═══ RECORDS FOR PROCESSING

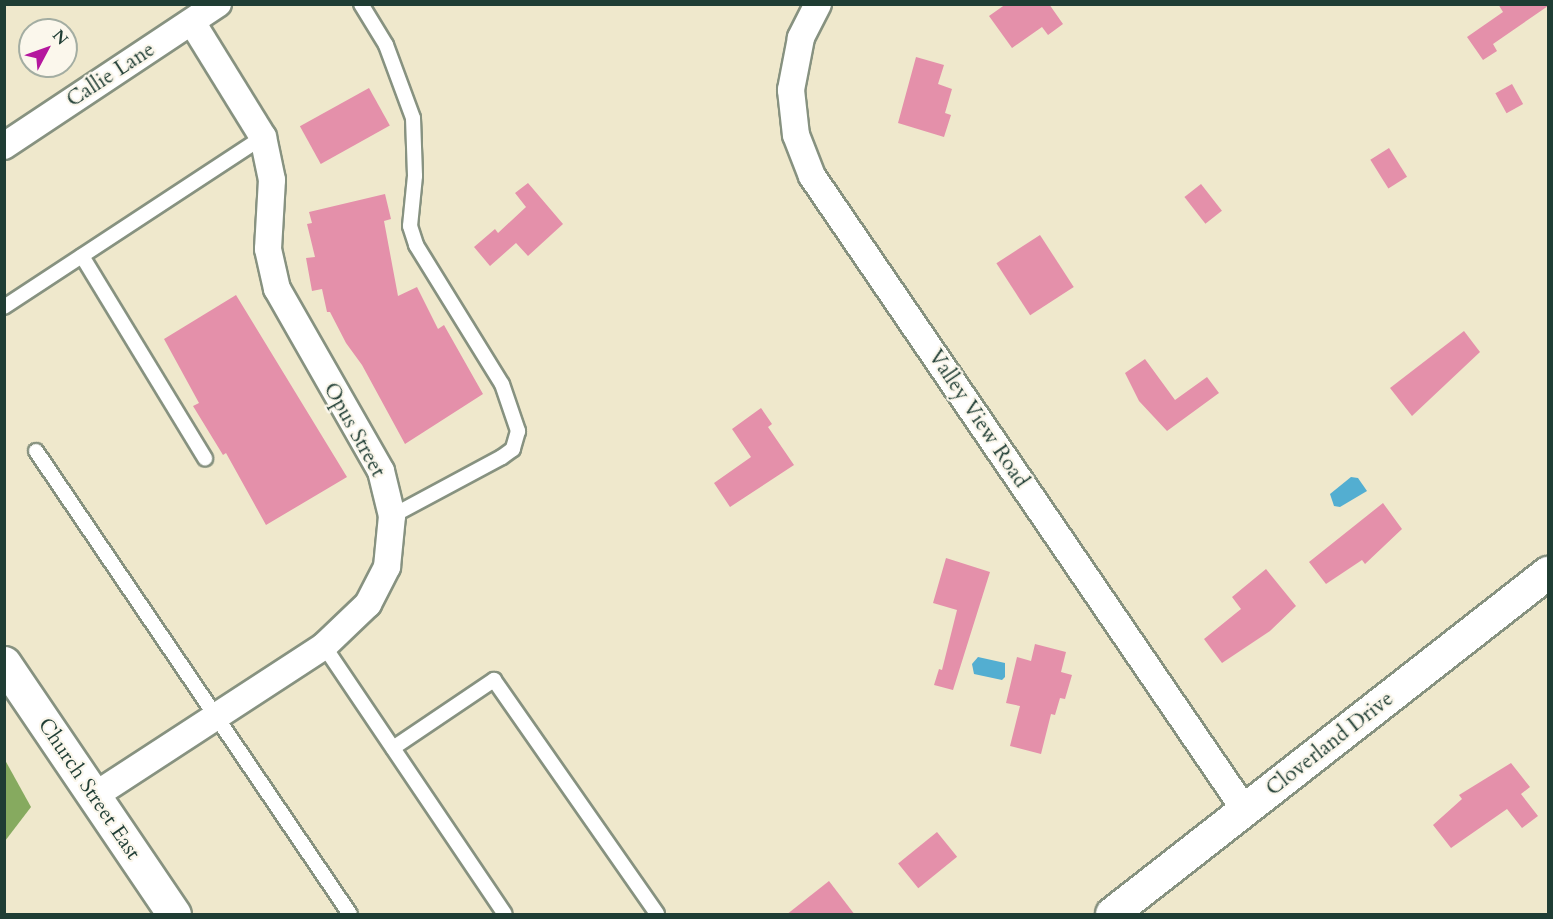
<!DOCTYPE html>
<html>
<head>
<meta charset="utf-8">
<style>
  body { margin:0 }
  #map { position:relative; width:1553px; height:919px; overflow:hidden; background:#efe8cc; font-family:Cardo,serif }
  div>[style] { position:absolute }
  .forest>* { inset:0; background:#86aa5f }
  .water>* { inset:0; background:#53aed1 }
  .building>* { inset:0; background:#e490aa; transform-origin:0 0 }
  .roads { filter:drop-shadow(2px 0 #879280) drop-shadow(-2px 0 #879280) drop-shadow(0 2px #879280) drop-shadow(0 -2px #879280) }
  .service>* { height:14px; margin:-7px; padding:0 7px; transform-origin:7px; border-radius:7px; background:#fff }
  .minor>* { height:26px; margin:-13px; padding:0 13px; transform-origin:13px; border-radius:13px; background:#fff }
  .tertiary>* { height:32px; margin:-16px; padding:0 16px; transform-origin:16px; border-radius:16px; background:#fff }
  .secondary>* { height:33px; margin:-16.5px; padding:0 16.5px; transform-origin:16.5px; border-radius:16.5px; background:#fff }
  span { translate:-50% -50%; white-space:nowrap; text-align:center; line-height:1.15; -webkit-text-stroke:4.5px #fbf7ec; paint-order:stroke }
  .street-label { font-size:21px; color:#1f3d34 }
  .frame { position:absolute; inset:0; border:6px solid #1f3d34; pointer-events:none }
  .north { position:absolute; left:18px; top:18px; width:60px; height:60px; box-sizing:border-box; background:#fbf7ec; border:2px solid #a3ada2; border-radius:50%; rotate:49deg; font-size:16px; font-weight:700; line-height:24px; text-align:center; color:#1f3d34 }
  .north::after { content:''; display:block; margin:auto; width:21px; height:27px; background:#b5179e; clip-path:polygon(50% 0,100% 100%,50% 72%,0 100%) }
</style>
</head>
<body>
<div id="map">
  <div class="forest">
    <i style="clip-path:polygon(5px 760px,31px 807px,5px 841px,4px 841px)"></i>
  </div>
  <div class="water">
    <i style="clip-path:polygon(1351px 477px,1358px 478px,1367px 491px,1340px 507px,1334px 506px,1330px 494px)"></i>
    <i style="clip-path:polygon(978px 657px,1005px 663px,1005px 677px,1002px 680px,974px 674px,972px 664px)"></i>
  </div>
  <div class="building">
    <i style="clip-path:polygon(1006px 4px,1049px 4px,1063px 24px,1048px 35px,1042px 27px,1012px 48px,989px 16px)"></i>
    <i style="clip-path:polygon(1498px 4px,1548px 6px,1493px 44px,1497px 51px,1483px 60px,1467px 37px,1503px 12px)"></i>
    <i style="clip-path:polygon(916px 57px,944px 65px,938px 84px,952px 89px,945px 113px,951px 115px,944px 137px,898px 123px)"></i>
    <i style="left:1512px;top:84px;width:23px;height:19px;rotate:61deg"></i>
    <i style="left:369px;top:88px;width:43px;height:79px;rotate:61deg"></i>
    <i style="left:1389px;top:148px;width:34px;height:22px;rotate:58deg"></i>
    <i style="clip-path:polygon(528px 183px,563px 224px,528px 256px,516px 243px,490px 266px,474px 247px,495px 229px,498px 233px,526px 207px,515px 193px)"></i>
    <i style="left:1201px;top:184px;width:34px;height:21px;rotate:52deg"></i>
    <i style="clip-path:polygon(385px 194px,391px 219px,384px 221px,398px 296px,417px 287px,438px 329px,444px 325px,483px 394px,405px 444px,362px 365px,346px 343px,330px 312px,327px 312px,322px 289px,312px 291px,306px 258px,315px 257px,307px 224px,312px 223px,309px 212px)"></i>
    <i style="left:1040px;top:235px;width:62px;height:52px;rotate:57deg"></i>
    <i style="clip-path:polygon(236px 295px,347px 477px,266px 525px,226px 453px,223px 455px,193px 406px,199px 403px,164px 339px)"></i>
    <i style="clip-path:polygon(1464px 331px,1480px 352px,1412px 416px,1390px 388px)"></i>
    <i style="clip-path:polygon(1145px 359px,1175px 400px,1207px 377px,1219px 393px,1167px 431px,1139px 401px,1125px 373px)"></i>
    <i style="clip-path:polygon(761px 408px,772px 424px,768px 427px,794px 465px,730px 507px,714px 483px,751px 457px,732px 429px)"></i>
    <i style="clip-path:polygon(1383px 503px,1402px 529px,1365px 564px,1362px 560px,1326px 584px,1309px 562px)"></i>
    <i style="clip-path:polygon(946px 558px,990px 572px,953px 690px,934px 685px,939px 669px,942px 670px,957px 610px,933px 603px)"></i>
    <i style="clip-path:polygon(1266px 569px,1296px 606px,1270px 631px,1222px 663px,1204px 639px,1241px 609px,1232px 597px)"></i>
    <i style="clip-path:polygon(1035px 644px,1066px 652px,1061px 672px,1072px 675px,1065px 699px,1060px 698px,1055px 715px,1051px 714px,1041px 754px,1010px 746px,1020px 706px,1006px 703px,1017px 657px,1031px 661px)"></i>
    <i style="clip-path:polygon(1511px 763px,1530px 787px,1521px 794px,1538px 816px,1522px 828px,1507px 809px,1451px 848px,1433px 825px,1462px 799px,1459px 795px)"></i>
    <i style="left:937px;top:832px;width:32px;height:50px;rotate:51deg"></i>
    <i style="clip-path:polygon(829px 881px,855px 915px,786px 915px)"></i>
  </div>
  <div class="roads">
    <div class="service">
      <i style="left:361px;top:4px;width:48px;rotate:58.6deg"></i>
      <i style="left:386px;top:45px;width:78px;rotate:69.7deg"></i>
      <i style="left:413px;top:118px;width:58px;rotate:88deg"></i>
      <i style="left:415px;top:176px;width:50px;rotate:95.7deg"></i>
      <i style="left:410px;top:226px;width:20px;rotate:72deg"></i>
      <i style="left:416px;top:245px;width:163px;rotate:58.3deg"></i>
      <i style="left:502px;top:384px;width:50px;rotate:71.2deg"></i>
      <i style="left:518px;top:431px;width:19px;rotate:106deg"></i>
      <i style="left:513px;top:449px;width:14px;rotate:144deg"></i>
      <i style="left:502px;top:457px;width:125px;rotate:151.8deg"></i>
      <i style="left:82px;top:256px;width:237px;rotate:58.7deg"></i>
      <i style="left:4px;top:307px;width:310px;rotate:-33.3deg"></i>
      <i style="left:36px;top:451px;width:559px;rotate:55.86deg"></i>
      <i style="left:324px;top:646px;width:323px;rotate:56deg"></i>
      <i style="left:393px;top:748px;width:122px;rotate:-34deg"></i>
      <i style="left:494px;top:680px;width:285px;rotate:55.1deg"></i>
    </div>
    <div class="minor">
      <i style="left:818px;top:4px;width:38px;rotate:117deg"></i>
      <i style="left:801px;top:38px;width:53px;rotate:100.9deg"></i>
      <i style="left:791px;top:90px;width:45px;rotate:83.7deg"></i>
      <i style="left:796px;top:135px;width:44px;rotate:68.7deg"></i>
      <i style="left:812px;top:176px;width:768px;rotate:55.67deg"></i>
      <i style="left:4px;top:146px;width:257px;rotate:-33.6deg"></i>
      <i style="left:94px;top:796px;width:275px;rotate:-33.1deg"></i>
      <i style="left:324px;top:646px;width:61px;rotate:-43.7deg"></i>
      <i style="left:368px;top:604px;width:42px;rotate:-62.8deg"></i>
      <i style="left:387px;top:567px;width:51px;rotate:-84.4deg"></i>
      <i style="left:392px;top:516px;width:46px;rotate:-103.7deg"></i>
      <i style="left:381px;top:471px;width:210px;rotate:-119.7deg"></i>
      <i style="left:277px;top:289px;width:41px;rotate:-102.7deg"></i>
      <i style="left:268px;top:249px;width:69px;rotate:-86.7deg"></i>
      <i style="left:272px;top:180px;width:44px;rotate:-101.8deg"></i>
      <i style="left:263px;top:137px;width:135px;rotate:-121.7deg"></i>
    </div>
    <div class="tertiary">
      <i style="left:1112px;top:914px;width:554px;rotate:-38.03deg"></i>
    </div>
    <div class="secondary">
      <i style="left:4px;top:663px;width:303px;rotate:55.9deg"></i>
    </div>
  </div>
  <div class="street-label">
    <span style="left:111px;top:75px;rotate:-33deg">Callie Lane</span>
    <span style="left:978px;top:419px;rotate:56deg">Valley View Road</span>
    <span style="left:354px;top:430px;rotate:61deg">Opus Street</span>
    <span style="left:1330px;top:744px;rotate:-38deg">Cloverland Drive</span>
    <span style="left:89px;top:789px;rotate:56deg">Church Street East</span>
  </div>
  <div class="frame"></div>
  <div class="north">N</div>
</div>
</body>
</html>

══════

» **TASK DESCRIPTION**: Search the records above for "margin" and copy every line that has it.

» **RESPONSE FOR THIS EXERCISE**:
  body { margin:0 }
  .service>* { height:14px; margin:-7px; padding:0 7px; transform-origin:7px; border-radius:7px; background:#fff }
  .minor>* { height:26px; margin:-13px; padding:0 13px; transform-origin:13px; border-radius:13px; background:#fff }
  .tertiary>* { height:32px; margin:-16px; padding:0 16px; transform-origin:16px; border-radius:16px; background:#fff }
  .secondary>* { height:33px; margin:-16.5px; padding:0 16.5px; transform-origin:16.5px; border-radius:16.5px; background:#fff }
  .north::after { content:''; display:block; margin:auto; width:21px; height:27px; background:#b5179e; clip-path:polygon(50% 0,100% 100%,50% 72%,0 100%) }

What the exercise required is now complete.